3. Dust off your Quran
Do you ever get to Ramadan, only to realize your IKEA bookcase could really use a dusting?
This is the month of the Quran (2:184). Year over year we tell ourselves, “I will learn how to recite, memorize, implement ET all”, and yet we arrive to the next Ramadan the same as we left that last one.
The Messenger Muhammad (peace be upon him and his family) loved to read the Qur’an. In fact, it was his primary form of worship during Ramadan.
Most Muslims rarely interact with the Qur’an outside of their five daily prayers.
Take this time to brush up, getting out of the routine of recycling the same surahs in prayer, or simply pick up this fascinating book and start reading it in the language you understand best.
4. Unplug Yourself
“Status Update: Hungry”. Ramadan is a month of reflection and habit changing, look at it as a spiritual diet.
You have 30 days to cut out all that noise around you and concentrate on your relationship with Allah and His Messenger. Attempt to minimize social media and television.
You can watch/follow/status update after Ramadan. Doing so will give you ample time to talk to connect to The Real, letting go of the virtual.
If TV/ Media time is eating into your social time, or your prayer time, something has gone seriously awry.
Keeping a healthy balance is the key to a happy, spiritually fulfilling life.
5. Practice the Art of Silence
Aisha (May God be Pleased) was once told about some people that talk a lot. Her response was “Tell them to give their angels a rest”. Mental and audible chatter prevents us from fully being present within our work, relationships, lives, and worship.

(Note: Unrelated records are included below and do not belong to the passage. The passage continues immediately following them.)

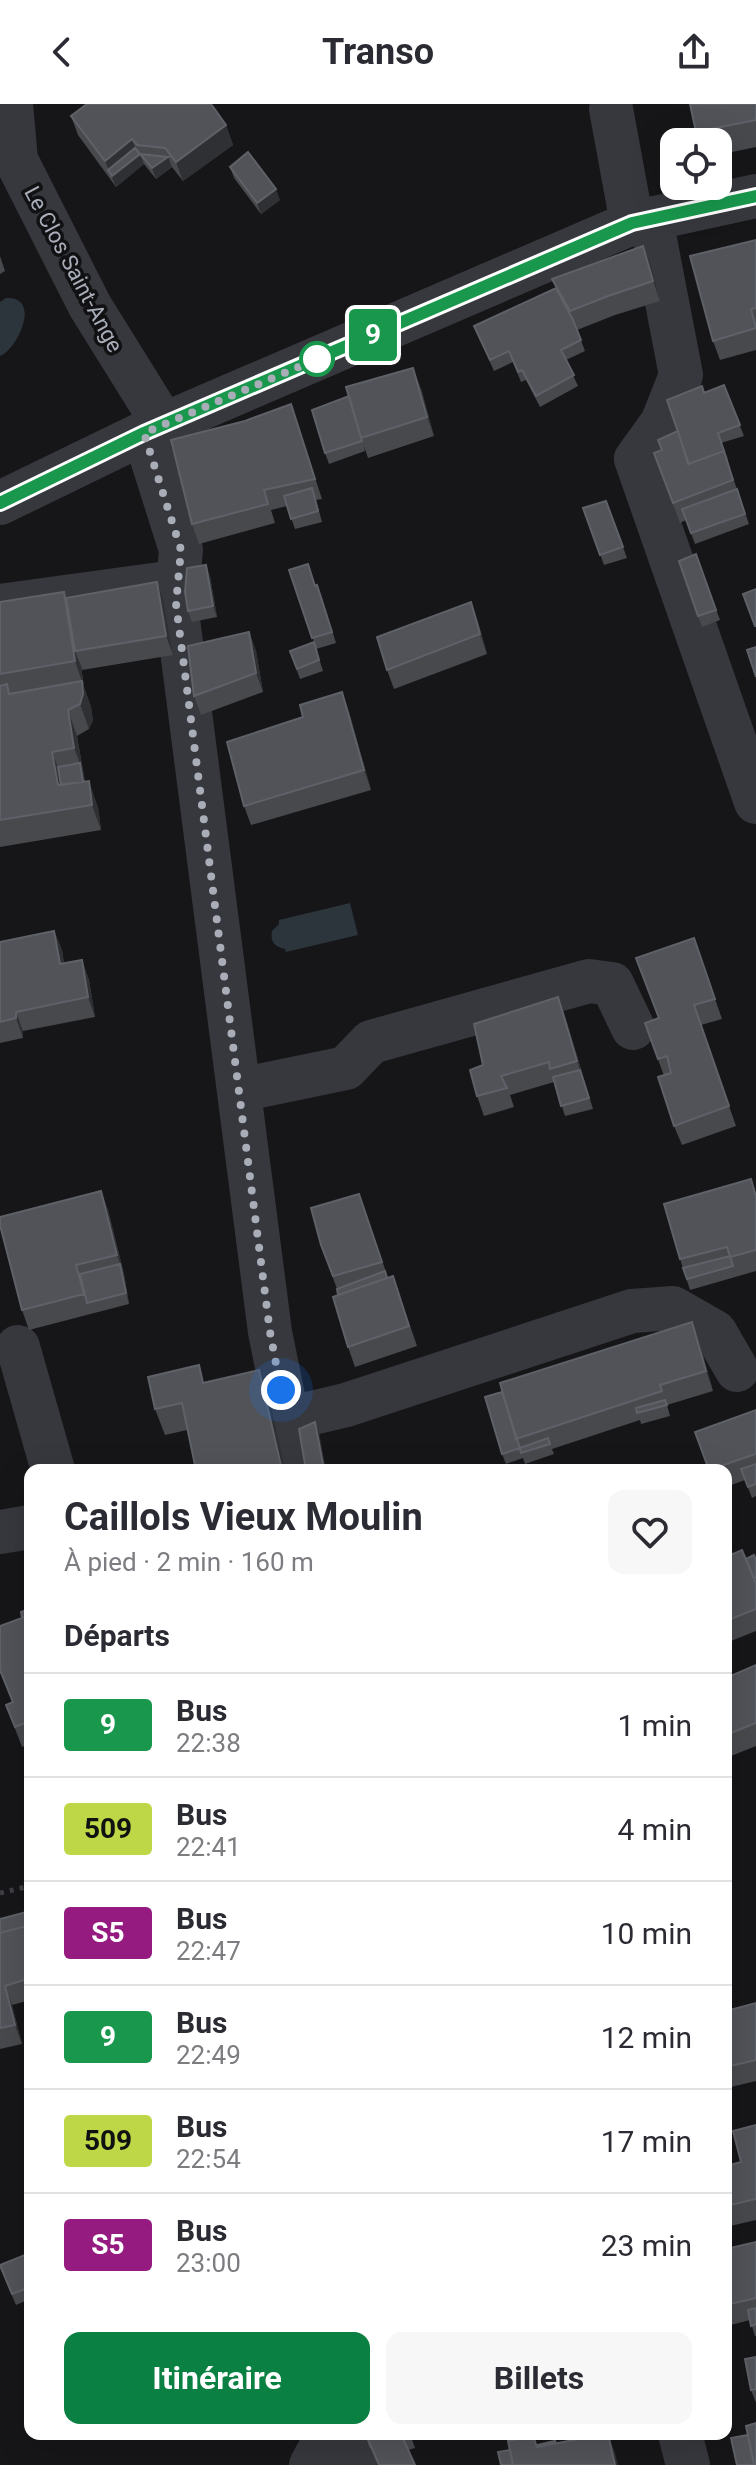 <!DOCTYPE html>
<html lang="fr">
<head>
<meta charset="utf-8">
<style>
	:root { --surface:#fff; --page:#f7f7f7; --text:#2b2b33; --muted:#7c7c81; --line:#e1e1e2; --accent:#0b8043 }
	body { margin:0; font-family:Roboto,sans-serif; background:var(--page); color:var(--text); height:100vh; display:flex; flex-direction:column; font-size:30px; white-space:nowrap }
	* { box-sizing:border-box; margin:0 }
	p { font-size:26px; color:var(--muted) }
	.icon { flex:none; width:44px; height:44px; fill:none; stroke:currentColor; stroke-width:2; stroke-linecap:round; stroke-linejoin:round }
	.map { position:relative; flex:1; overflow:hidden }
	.details { position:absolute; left:24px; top:1360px; width:708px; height:976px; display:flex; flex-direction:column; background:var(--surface); border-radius:16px; box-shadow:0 8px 32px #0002 }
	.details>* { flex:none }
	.badge { padding:0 16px; border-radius:6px; font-size:28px; line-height:52px }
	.tools { position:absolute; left:660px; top:24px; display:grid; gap:16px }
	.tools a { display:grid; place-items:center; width:72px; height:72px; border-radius:16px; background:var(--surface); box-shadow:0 8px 32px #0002; font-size:40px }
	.you { position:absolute; width:40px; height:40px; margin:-20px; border:6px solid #fff; border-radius:50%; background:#1a73e8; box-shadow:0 0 0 12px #1a73e833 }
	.map>.badge { position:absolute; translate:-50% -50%; box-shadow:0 0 0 4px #fff }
	h2 { padding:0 40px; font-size:30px; line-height:72px }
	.round { display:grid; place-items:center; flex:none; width:84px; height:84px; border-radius:16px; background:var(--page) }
	.overview { display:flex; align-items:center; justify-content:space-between; height:136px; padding:0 40px }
	h1 { font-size:38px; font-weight:700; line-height:60px }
	.primary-button { display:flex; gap:16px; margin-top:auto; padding:16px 40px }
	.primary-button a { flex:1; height:92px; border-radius:16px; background:var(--accent); color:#fff; font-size:32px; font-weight:700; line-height:92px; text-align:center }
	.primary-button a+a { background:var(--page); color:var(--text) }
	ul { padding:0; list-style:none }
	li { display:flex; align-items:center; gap:24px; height:104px; padding:0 40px; border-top:2px solid var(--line) }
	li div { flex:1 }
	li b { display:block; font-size:30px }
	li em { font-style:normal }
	li .badge { min-width:88px; font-weight:700; text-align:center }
	header { display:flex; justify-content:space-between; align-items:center; height:104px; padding:0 40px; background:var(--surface); font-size:36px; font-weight:700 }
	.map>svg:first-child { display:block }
</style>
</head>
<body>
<header><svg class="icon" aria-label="back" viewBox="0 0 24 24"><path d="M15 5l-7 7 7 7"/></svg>Transo<svg class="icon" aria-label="share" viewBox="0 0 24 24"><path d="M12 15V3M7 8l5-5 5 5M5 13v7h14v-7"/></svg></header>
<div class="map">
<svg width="756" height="2361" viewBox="0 0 756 2361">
	<rect width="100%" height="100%" fill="#161618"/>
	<!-- water -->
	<path fill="#2c353c" d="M 6,194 C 42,192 18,245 0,252 L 0,198 Z
		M 350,799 L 358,831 L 286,848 L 285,845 C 275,843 270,838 272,827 L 279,820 L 279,816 Z"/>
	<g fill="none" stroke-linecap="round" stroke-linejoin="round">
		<!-- path -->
		<path stroke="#3d3f44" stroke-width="5" stroke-dasharray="4 6" stroke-linecap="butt" d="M 0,1789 L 30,1782"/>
		<!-- minor -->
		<path stroke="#37383d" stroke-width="44" d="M 11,0 L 16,56 L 90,202 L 164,321
			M 611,5 L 632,119
			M 651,115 L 681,271 L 662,319 L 636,355 L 756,698
			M 144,329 L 181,446 L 176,500 L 270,1228 L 298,1366
			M 0,399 L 144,329 L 632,119 L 756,92
			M 0,502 L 160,480
			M 239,986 L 346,964 L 371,938 L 589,877 L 612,880 L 633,924
			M 18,1243 L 53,1366
			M 287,1315 L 346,1301 L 632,1207 L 673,1204 L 715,1228 L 737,1266
			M 0,1428 L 30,1423
			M 342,2330 L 355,2361
			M 680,2330 L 688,2361
			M 311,2361 L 328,2330"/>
	</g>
	<!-- wall -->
	<path fill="#47494d" d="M 756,0 L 756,43 L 718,51 L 718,38 L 700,38 L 696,28 Z
		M 71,12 L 226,21 L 233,41 L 183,77 L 172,63 L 156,75 L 144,60 L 116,83 L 78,31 Z
		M 230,63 L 280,96 L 261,110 L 234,74 Z
		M 756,136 L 756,246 L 720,256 L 713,237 Z
		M 643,142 L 651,161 L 660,197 L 615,211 L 577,226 L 585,247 L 566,256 L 578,282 L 540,303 L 526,276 L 521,278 L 513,258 L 494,267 L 474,222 L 556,184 L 552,175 Z
		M 0,152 L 5,167 L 0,170 Z
		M 724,281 L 744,332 L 721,339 L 749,420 L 695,440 L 686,416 L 680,419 L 654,349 L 661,346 L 658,336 L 678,327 L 704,289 Z
		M 421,284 L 434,332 L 368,354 L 364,342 L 365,347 L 329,360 L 325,349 Z
		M 291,300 L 322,395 L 316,396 L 322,418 L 295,425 L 287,402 L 271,406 L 275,419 L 199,440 L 192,420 Z
		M 606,397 L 627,454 L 604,461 L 583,404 Z
		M 696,450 L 720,516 L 702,523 L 679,457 Z
		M 289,466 L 315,482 L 321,491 L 336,539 L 316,545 L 323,567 L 300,575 L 290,547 L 314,538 Z
		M 210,472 L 217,513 L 192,518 L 188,507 Z
		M 64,488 L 66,494 L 164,497 L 173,551 L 82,566 L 81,562 L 84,583 L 91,603 L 93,616 L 89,625 L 77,632 L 85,678 L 98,703 L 101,726 L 0,743 L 0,498 Z
		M 471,498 L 478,518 L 487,550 L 394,585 L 387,566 Z
		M 249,528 L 256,547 L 263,588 L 201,611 L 194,592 Z
		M 342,588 L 349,608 L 371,686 L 251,721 L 244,702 L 303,613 Z
		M 54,827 L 62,846 L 64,859 L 82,856 L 89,876 L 95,913 L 23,927 L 23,934 L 0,939 L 0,838 Z
		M 694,834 L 722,915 L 701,921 L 736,1022 L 682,1041 L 674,1022 L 664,972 L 645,919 L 659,914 Z
		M 558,893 L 565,912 L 593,1005 L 565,1012 L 554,978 L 510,991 L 514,1003 L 484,1012 L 477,992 L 483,961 Z
		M 751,1075 L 756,1089 L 756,1167 L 690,1186 L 680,1155 Z
		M 101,1087 L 108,1106 L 124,1170 L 129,1200 L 29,1226 L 22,1206 Z
		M 366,1109 L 388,1174 L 393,1172 L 417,1242 L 355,1263 L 348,1243 L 337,1185 L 321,1141 Z
		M 692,1218 L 699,1237 L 713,1287 L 667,1301 L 670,1312 L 641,1320 L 640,1316 L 552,1345 L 554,1350 L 525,1360 L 523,1354 L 506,1360 L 502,1350 L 502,1288 Z
		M 259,1266 L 269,1292 L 187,1326 L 165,1331 L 155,1305 L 205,1279 Z
		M 756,1306 L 756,1392 L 752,1394 L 745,1376 L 726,1383 L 726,1366 L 709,1366 Z
		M 726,1453 L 756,1456 L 756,1527 L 726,1539 Z
		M 30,1505 L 30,1640 L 22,1643 L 6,1601 L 12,1598 L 22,1514 Z
		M 756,1561 L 756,1642 L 726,1654 L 726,1574 Z
		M 726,1710 L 730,1722 L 726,1724 Z
		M 30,1807 L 30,1896 L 12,1901 L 22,1940 L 0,1945 L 0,1815 Z
		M 756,1899 L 756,1977 L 727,1984 L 726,1907 Z
		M 756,2021 L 756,2116 L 726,2123 L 726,2062 L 741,2058 Z
		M 756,2138 L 756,2232 L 755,2232 L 750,2216 L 727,2222 L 726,2219 L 726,2145 Z
		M 30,2149 L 30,2195 L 16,2201 L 0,2164 Z
		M 756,2253 L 756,2299 L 751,2286 Z
		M 365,2330 L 410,2330 L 415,2344 L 408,2346 L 415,2361 L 378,2361 Z"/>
	<!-- shaded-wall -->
	<path fill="#2f3033" d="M 226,21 L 233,41 L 183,77 L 176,58 Z
		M 132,35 L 138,52 L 140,50 L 144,60 L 116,83 L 105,57 Z
		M 168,53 L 172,63 L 156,75 L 152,64 Z
		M 276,85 L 280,96 L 261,110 L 257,99 Z
		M 643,142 L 651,161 L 660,197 L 653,177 Z
		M 413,264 L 421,284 L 434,332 L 427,313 Z
		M 206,461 L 210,472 L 217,513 L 213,502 Z
		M 157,478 L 164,497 L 173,551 L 166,532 Z
		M 64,488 L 73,514 L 75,547 L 81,562 L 84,583 L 75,557 Z
		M 471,498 L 478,518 L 487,550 L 480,530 Z
		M 249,528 L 256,547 L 263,588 L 256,569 Z
		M 82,577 L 91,603 L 93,616 L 89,625 L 80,600 Z
		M 342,588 L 349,608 L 371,686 L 364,666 Z
		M 68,606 L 77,632 L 89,703 L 85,693 L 80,659 L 74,644 Z
		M 52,648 L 62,674 L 66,696 L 58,681 Z
		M 89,677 L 98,703 L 101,726 L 92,701 Z
		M 54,827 L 62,846 L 67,879 L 60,860 Z
		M 82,856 L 89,876 L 95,913 L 88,893 Z
		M 558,893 L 565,912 L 593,1005 L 577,957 Z
		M 16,908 L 23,927 L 23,934 L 16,914 Z
		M 101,1087 L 108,1106 L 124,1170 L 117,1151 Z
		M 120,1160 L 124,1170 L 129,1200 L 126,1189 Z
		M 692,1218 L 699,1237 L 713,1287 L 706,1267 Z
		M 259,1266 L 269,1292 L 285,1366 L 282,1366 Z
		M 315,1318 L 319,1328 L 326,1366 L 324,1366 Z
		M 5,1882 L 12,1901 L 22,1940 L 15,1921 Z
		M 608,2330 L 615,2349 L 618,2361 L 615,2361 Z"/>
	<!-- building -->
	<path fill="#525359" stroke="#5f6168" stroke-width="2" d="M 87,0 L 211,0 L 226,21 L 176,58 L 165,44 L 137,41 L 132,35 L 105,57 L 71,12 Z
		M 690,0 L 756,0 L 756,16 L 696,28 Z
		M 135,44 L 140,50 L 112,72 L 108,66 Z
		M 248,48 L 276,85 L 257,99 L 230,63 Z
		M 140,50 L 168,53 L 152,64 Z
		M 756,136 L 756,204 L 751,205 L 756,224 L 713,237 L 690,152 Z
		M 643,142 L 653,177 L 608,192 L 570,207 L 552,175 Z
		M 556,184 L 573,216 L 581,236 L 561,246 L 574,271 L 536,292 L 522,266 L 518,268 L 509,247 L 490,256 L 474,222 Z
		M 413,264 L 427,313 L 361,334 L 346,283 Z
		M 724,281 L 740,321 L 718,329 L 727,356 L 724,347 L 689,360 L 667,296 L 702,282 L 704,289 Z
		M 349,292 L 362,337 L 325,349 L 312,306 Z
		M 291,300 L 315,375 L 264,386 L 268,400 L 192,420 L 171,336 L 245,317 Z
		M 678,327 L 688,360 L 724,347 L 733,376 L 673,399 L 654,349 L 662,346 L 658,336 Z
		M 312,384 L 318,407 L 291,415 L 284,392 Z
		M 737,385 L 745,410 L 691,429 L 682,405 Z
		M 606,397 L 623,443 L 600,451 L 583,404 Z
		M 696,450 L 716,506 L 698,512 L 679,457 Z
		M 308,460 L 315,482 L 317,481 L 332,528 L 312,534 L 289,466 Z
		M 206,461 L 213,502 L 188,507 L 185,488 L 187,464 Z
		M 157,478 L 166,532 L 75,547 L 66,494 Z
		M 756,485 L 756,522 L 755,522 L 743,490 Z
		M 64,488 L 75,557 L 0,570 L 0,498 Z
		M 471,498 L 480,530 L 387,566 L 377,533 Z
		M 249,528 L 256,569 L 194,592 L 188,542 Z
		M 314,538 L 319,556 L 297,565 L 290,547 Z
		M 756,543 L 756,573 L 747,546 Z
		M 82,577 L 83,590 L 80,600 L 68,606 L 74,644 L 52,648 L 58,681 L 89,677 L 92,701 L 0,716 L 0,582 L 7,580 L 9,590 Z
		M 342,588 L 364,666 L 244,702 L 227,638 L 303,613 L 300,601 Z
		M 80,659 L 83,678 L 61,681 L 58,663 Z
		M 54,827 L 60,860 L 82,856 L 88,893 L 16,908 L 16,914 L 0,918 L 0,838 Z
		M 694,834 L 715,895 L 694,901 L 729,1002 L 674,1022 L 658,973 L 671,969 L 667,952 L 658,955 L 645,919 L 659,914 L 636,854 Z
		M 558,893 L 577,957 L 550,965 L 549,958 L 501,972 L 507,984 L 477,992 L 470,966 L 483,961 L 474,920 Z
		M 580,966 L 589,994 L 561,1002 L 553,973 Z
		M 751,1075 L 756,1093 L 756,1146 L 730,1153 L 727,1143 L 680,1155 L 664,1100 Z
		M 101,1087 L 117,1151 L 76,1161 L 84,1190 L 22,1206 L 0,1121 L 0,1113 Z
		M 359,1090 L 382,1158 L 333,1172 L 321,1141 L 311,1104 Z
		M 730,1152 L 733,1162 L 687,1175 L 683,1164 Z
		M 120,1160 L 126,1189 L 87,1199 L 80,1170 Z
		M 385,1167 L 387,1174 L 338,1191 L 337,1185 Z
		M 393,1172 L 409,1222 L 348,1243 L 333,1193 Z
		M 692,1218 L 706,1267 L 660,1281 L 662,1287 L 516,1335 L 500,1279 Z
		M 199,1261 L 203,1279 L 259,1266 L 282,1366 L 196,1366 L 182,1299 L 155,1305 L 148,1273 Z
		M 502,1288 L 520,1344 L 502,1350 L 485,1293 Z
		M 665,1296 L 667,1301 L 637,1309 L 636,1304 Z
		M 756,1306 L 756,1350 L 709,1366 L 695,1328 Z
		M 315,1318 L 324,1366 L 306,1366 L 299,1325 Z
		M 548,1334 L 550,1340 L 521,1349 L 520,1344 Z
		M 756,1360 L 756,1380 L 748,1383 L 741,1365 Z
		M 742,1446 L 756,1480 L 756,1505 L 726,1517 L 726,1453 Z
		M 754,1451 L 756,1456 L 756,1474 L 754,1474 L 746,1455 Z
		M 30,1505 L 30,1511 L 22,1514 L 21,1508 Z
		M 30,1511 L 30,1617 L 15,1623 L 6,1601 L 13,1598 L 0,1566 L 0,1522 Z
		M 756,1561 L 756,1619 L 726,1631 L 726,1574 Z
		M 30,1807 L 30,1821 L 0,1829 L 0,1815 Z
		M 30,1821 L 30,1874 L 5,1882 L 15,1921 L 0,1924 L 0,1829 Z
		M 756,1899 L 756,1956 L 726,1963 L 726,1907 Z
		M 756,2021 L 756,2095 L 726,2102 L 726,2062 L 741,2058 L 733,2027 Z
		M 756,2138 L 756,2194 L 726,2201 L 726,2145 Z
		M 30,2149 L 30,2183 L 12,2190 L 0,2161 Z
		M 756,2204 L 756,2220 L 751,2222 L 748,2206 Z
		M 756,2253 L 756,2285 L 751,2286 L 745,2255 Z
		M 756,2319 L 756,2361 L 754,2361 L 746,2322 Z
		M 366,2330 L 387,2330 L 368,2335 L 371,2344 Z
		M 387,2330 L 401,2330 L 415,2361 L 379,2361 L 368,2335 Z
		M 401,2330 L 410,2330 L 411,2334 L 403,2336 Z
		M 605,2330 L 608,2330 L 615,2361 L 513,2361 L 508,2337 L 533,2332 L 537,2343 Z
		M 748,2331 L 754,2361 L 737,2361 L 731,2334 Z
		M 555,2337 L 556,2339 L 537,2343 L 537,2341 Z
		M 510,2346 L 513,2361 L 501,2361 L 498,2348 Z"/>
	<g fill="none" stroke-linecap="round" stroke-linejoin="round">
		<defs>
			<path id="line" d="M 0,399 L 144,329 L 632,119 L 756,92"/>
		</defs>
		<!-- line casing -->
		<use href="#line" stroke="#fff" stroke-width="18"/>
		<!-- line -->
		<use href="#line" stroke="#19984d" stroke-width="12"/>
		<!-- walk -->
		<path stroke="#a8adb8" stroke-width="8" stroke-dasharray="0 14.4" d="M 281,1286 L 270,1228 L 176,500 L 181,446 L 144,329 L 322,253 L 317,255"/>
	</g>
	<!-- markers -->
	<circle fill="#fff" stroke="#19984d" stroke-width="4" cx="317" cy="255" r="16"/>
	<g text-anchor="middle" stroke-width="7" stroke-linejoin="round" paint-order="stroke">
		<!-- street labels -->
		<g font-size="22" fill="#a8adb8" stroke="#111113">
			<text transform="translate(74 165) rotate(62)" y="8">Le Clos Saint-Ange</text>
		</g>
	</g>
</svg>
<div class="tools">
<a><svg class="icon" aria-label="locate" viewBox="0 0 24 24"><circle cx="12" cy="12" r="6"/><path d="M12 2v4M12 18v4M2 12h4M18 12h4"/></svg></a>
</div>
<div class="you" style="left:281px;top:1286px"></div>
<b class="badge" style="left:373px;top:231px;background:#19984d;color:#fff">9</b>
<section class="details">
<div class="overview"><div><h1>Caillols Vieux Moulin</h1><p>À pied · 2 min · 160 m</p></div><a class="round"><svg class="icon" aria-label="heart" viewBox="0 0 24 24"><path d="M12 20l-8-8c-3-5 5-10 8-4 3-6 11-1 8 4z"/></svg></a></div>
<h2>Départs</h2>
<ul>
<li><span class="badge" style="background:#19984d;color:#fff">9</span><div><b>Bus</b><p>22:38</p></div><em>1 min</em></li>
<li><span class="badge" style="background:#bdd746;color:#111">509</span><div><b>Bus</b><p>22:41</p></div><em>4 min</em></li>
<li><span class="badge" style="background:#951b81;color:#fff">S5</span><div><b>Bus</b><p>22:47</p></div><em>10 min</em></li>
<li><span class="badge" style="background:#19984d;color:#fff">9</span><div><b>Bus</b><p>22:49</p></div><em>12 min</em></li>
<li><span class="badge" style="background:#bdd746;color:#111">509</span><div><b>Bus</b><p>22:54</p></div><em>17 min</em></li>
<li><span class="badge" style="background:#951b81;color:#fff">S5</span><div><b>Bus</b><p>23:00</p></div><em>23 min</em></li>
</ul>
<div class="primary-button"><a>Itinéraire</a><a>Billets</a></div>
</section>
</div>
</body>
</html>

Lessening speech (Qilatul Lisan), and actually listening to our thoughts, insecurities, fears, will consciously withdraw our attention from the temporal to the eternal while reacquainting us with your true selves.
The Messenger of Allah (Peace & Blessings upon Him & His Family) said, “The intelligent person is the one who examines himself and works for what will come after death”. By listening we can start to work on governing our minds and emotions positively, eventually quieting our mental chatter.
“If you believe in God and the Final Day have positive speech, or keep quiet”. This practice of self examination (Muraqaba) allows us a window into our reality and the ability to observe and learn about ourselves so as to exist in balance with our surroundings. Check out this great book on the power of keeping silent by Susan Cain.
With God’s grace, we can prepare now in the blessing of Shaban, to enrich our lives in the “treasures” of Ramadan.
As Zayn Al Abideen prayed, “Praise belongs to Allah who appointed among the paths that lead to Him (Exalted Is He) His month, The month of Ramadan, The month of fasting, The month of submission, The month of purity, The month of putting our faith to the test, The month of standing in prayer, “In which the Qur'an was sent down as guidance to the people, And as a clear sign of the Guidance and the Criterion!” [2:185]”.